Quando mi è stato chiesto di scrivere un articolo per l’Odysseo mi ha particolarmente colpito la frase contenuta nella mail con cui mi veniva presentato il progetto: “Vogliamo vedere il mondo con i vostri occhi “. Mentre leggevo ho immediatamente pensato ai miei occhi, quelli di un’ italiana che da due anni e mezzo vive a Copenhagen, al mondo che questi vedono e in cui io vivo.
Parlare di un Paese così diverso dal nostro, senza incappare in stupidi cliché, non è facile. Ci si potrebbe limitare a dire che è un paese freddo, climaticamente parlando, e ciò è oggettivamente vero. Nel mese di Gennaio non ho mai visto il sole e col passare del tempo mi sono accorta che il grigiore del cielo danese è diventato per me una costante. In confronto, i giorni di pioggia a cui mi aveva abituato Milano, nei 5 anni in cui ci ho vissuto per l’Università, sono bazzeccole. Soffro di “carenza di vitamina D” e mi è stato suggerito di iniziare a prendere giornalmente pillole di vitamine o di andare in un solarium una volta ogni tanto. Ad ora, a 26 anni, né l’idea di prendere pillole di vitamine né tantomeno l’idea di inziare ad andare in un solarium mi alletta.
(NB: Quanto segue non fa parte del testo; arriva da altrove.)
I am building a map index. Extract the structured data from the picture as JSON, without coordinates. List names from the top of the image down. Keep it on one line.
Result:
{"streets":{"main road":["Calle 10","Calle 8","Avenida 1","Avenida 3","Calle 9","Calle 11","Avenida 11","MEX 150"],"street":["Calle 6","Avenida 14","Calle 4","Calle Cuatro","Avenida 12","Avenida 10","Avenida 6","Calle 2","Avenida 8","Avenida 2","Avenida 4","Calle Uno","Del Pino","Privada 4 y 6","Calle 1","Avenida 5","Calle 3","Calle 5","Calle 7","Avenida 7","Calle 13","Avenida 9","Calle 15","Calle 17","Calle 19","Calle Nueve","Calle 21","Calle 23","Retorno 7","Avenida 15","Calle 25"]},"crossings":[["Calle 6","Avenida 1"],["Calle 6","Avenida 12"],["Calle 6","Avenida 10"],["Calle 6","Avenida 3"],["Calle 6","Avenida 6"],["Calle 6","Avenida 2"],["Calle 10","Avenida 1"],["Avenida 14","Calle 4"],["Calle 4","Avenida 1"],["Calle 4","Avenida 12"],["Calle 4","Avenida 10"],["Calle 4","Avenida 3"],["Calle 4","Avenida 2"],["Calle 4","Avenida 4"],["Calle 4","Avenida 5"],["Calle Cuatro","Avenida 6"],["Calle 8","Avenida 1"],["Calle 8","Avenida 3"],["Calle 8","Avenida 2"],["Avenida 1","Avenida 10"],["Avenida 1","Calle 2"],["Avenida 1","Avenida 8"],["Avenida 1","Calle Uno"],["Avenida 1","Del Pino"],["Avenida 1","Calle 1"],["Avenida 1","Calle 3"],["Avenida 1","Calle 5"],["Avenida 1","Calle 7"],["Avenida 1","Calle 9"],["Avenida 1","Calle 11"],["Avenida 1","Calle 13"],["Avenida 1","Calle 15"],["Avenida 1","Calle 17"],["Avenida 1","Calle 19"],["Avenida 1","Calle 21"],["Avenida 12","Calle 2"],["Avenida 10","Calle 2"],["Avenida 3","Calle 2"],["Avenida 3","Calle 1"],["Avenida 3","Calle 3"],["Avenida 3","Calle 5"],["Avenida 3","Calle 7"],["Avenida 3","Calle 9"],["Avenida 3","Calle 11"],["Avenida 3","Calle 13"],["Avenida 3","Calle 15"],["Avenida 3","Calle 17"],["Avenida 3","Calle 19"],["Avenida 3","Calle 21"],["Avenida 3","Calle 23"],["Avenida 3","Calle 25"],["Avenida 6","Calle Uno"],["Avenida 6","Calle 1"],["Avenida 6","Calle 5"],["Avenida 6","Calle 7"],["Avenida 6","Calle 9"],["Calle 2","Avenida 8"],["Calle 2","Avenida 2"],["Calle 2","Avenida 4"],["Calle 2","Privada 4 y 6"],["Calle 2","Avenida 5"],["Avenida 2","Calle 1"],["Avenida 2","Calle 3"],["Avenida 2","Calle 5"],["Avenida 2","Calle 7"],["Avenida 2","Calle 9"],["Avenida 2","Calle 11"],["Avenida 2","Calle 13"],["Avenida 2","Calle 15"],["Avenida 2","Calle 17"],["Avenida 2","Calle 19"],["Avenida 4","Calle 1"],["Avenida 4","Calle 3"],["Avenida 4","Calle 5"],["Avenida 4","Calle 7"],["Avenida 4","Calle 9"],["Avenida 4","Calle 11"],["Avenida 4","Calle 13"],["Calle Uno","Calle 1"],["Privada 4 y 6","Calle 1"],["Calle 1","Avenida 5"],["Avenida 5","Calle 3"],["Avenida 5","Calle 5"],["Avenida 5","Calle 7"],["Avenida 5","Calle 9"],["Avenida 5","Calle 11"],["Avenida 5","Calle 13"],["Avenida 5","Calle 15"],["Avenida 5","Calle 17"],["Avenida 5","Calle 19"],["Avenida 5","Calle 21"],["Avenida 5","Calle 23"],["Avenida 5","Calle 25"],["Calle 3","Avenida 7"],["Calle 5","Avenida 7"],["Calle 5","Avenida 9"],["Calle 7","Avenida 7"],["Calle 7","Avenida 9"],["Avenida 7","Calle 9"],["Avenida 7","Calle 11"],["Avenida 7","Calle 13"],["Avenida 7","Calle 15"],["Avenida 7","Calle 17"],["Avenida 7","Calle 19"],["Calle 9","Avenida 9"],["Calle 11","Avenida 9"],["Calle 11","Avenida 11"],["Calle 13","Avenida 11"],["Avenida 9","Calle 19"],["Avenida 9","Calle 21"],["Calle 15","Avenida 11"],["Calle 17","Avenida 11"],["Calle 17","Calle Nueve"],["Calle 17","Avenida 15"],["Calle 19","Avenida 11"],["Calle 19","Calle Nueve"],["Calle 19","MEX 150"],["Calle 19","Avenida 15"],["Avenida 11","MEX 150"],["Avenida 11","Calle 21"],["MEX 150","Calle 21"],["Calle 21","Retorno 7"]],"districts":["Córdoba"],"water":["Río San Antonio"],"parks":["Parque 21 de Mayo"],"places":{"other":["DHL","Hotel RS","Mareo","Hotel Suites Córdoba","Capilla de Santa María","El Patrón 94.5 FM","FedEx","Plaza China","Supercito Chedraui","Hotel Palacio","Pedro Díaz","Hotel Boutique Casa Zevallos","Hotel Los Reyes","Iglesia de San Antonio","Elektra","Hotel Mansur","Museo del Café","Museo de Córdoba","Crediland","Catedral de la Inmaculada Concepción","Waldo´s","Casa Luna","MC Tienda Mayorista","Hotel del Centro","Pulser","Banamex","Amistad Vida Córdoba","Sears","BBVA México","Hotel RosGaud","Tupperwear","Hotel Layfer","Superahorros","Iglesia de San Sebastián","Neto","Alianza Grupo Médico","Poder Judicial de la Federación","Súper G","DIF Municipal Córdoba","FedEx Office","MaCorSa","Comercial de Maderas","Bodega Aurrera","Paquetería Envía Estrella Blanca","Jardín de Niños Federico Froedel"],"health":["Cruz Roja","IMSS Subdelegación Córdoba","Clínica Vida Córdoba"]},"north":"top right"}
Ma è anche vero che questo Paese, tanto freddo e tanto grigio, e di cui potrei lamentarmi all’infinito, mi ha dato molto negli ultimi due anni. Mi ha dato un lavoro full time, a tempo indeterminato, mentre stavo ancora scrivendo la mia tesi di laurea. Questo Paese mi ha fatto capire che il mondo del lavoro non è una piramide dove l’ultimo arrivato non ha voce in capitolo. Questo Paese mi ha insegnato, e sottolineo la parola insegnato, a rivendicare i miei diritti come donna e come lavoratrice. Di certo qui non conto meno di altri perché ho 26 anni (24 quando sono stata assunta) e il voler essere una donna in carriera non comporta necessariamente il mettere da parte la propria vita privata. C’é uno Stato che ti aiuta e le aziende cercano di venirti incontro il più possibile, adottando politiche aziendali che permettono ai genitori-lavoratori di conciliare i propri impegni. Al momento la voglia di tornare in Italia è tanta, quella di dover fare delle rinunce un pò meno.